* **Exercise aim**: The copy you produce must hold every record exactly, and none of the images.

Dataset records Start Marker

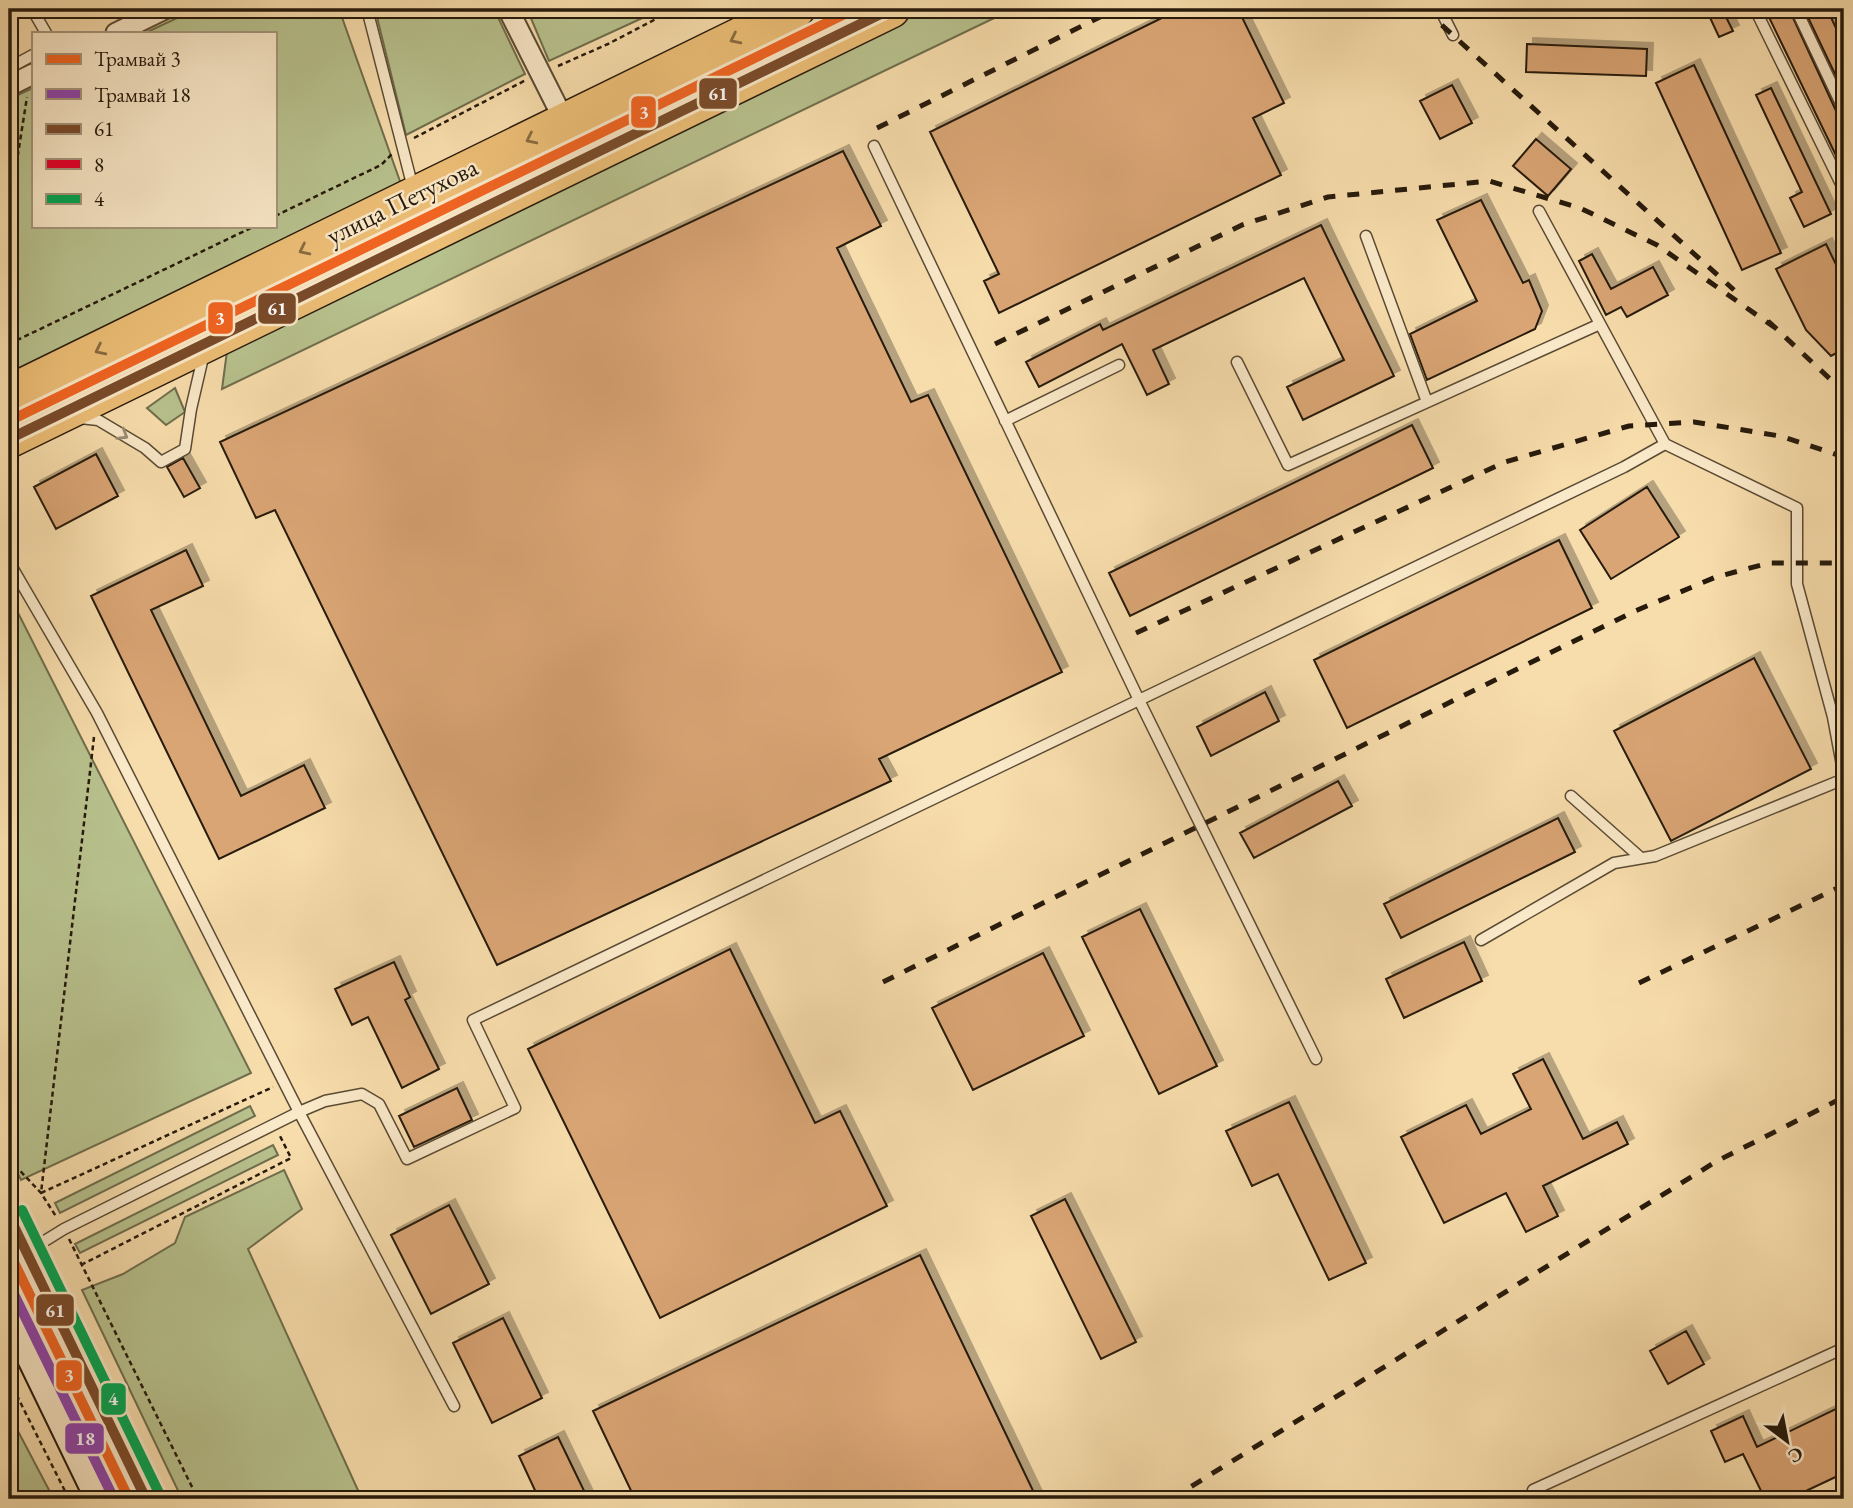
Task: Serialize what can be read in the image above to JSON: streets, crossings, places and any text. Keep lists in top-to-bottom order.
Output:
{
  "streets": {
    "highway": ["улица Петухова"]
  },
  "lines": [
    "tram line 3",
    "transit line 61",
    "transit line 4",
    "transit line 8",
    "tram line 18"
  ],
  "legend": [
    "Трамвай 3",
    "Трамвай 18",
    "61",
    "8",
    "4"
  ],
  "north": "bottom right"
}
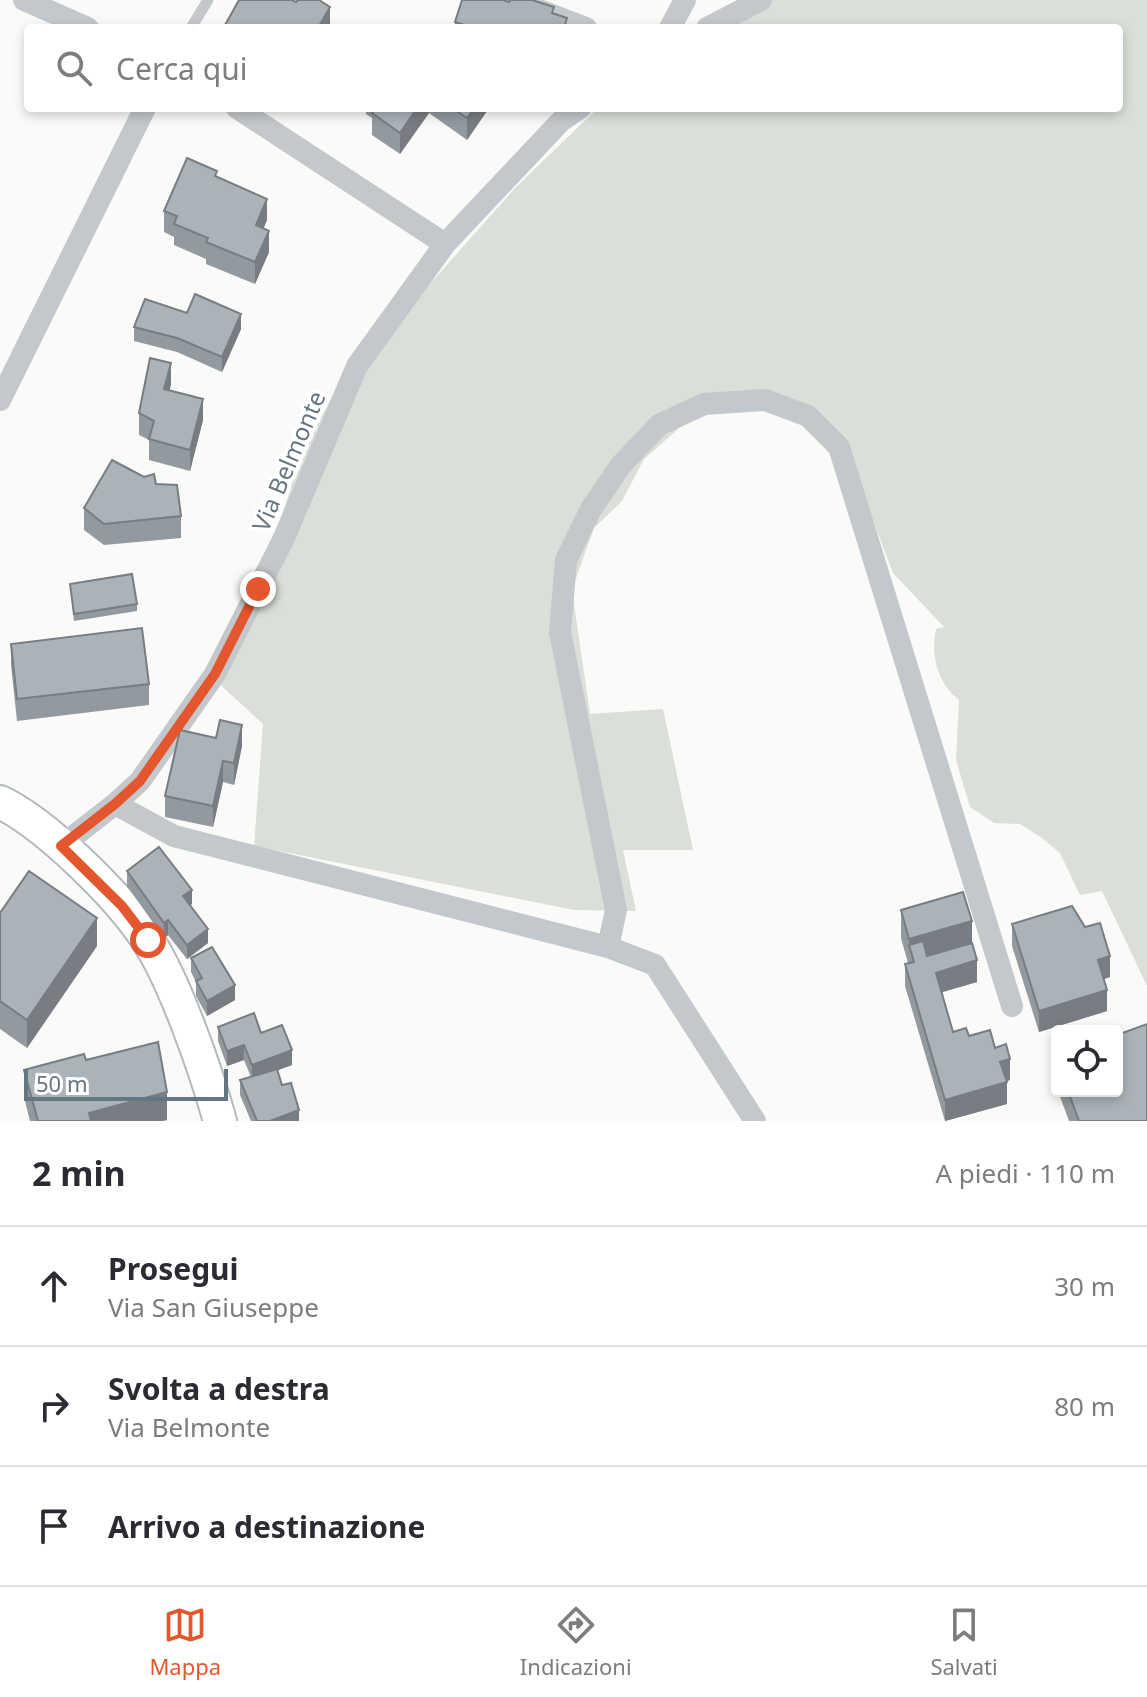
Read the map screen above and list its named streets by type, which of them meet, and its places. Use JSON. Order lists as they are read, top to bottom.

Dataset records End Marker

* **Result**:
Task: Serialize what can be read in the image above to JSON: streets, crossings, places and any text. Keep lists in top-to-bottom order.
Output:
{
  "streets": {
    "highway": ["улица Петухова"]
  },
  "lines": [
    "tram line 3",
    "transit line 61",
    "transit line 4",
    "transit line 8",
    "tram line 18"
  ],
  "legend": [
    "Трамвай 3",
    "Трамвай 18",
    "61",
    "8",
    "4"
  ],
  "north": "bottom right"
}
Read the map screen above and list its named streets by type, which of them meet, and its places. Use JSON. Order lists as they are read, top to bottom.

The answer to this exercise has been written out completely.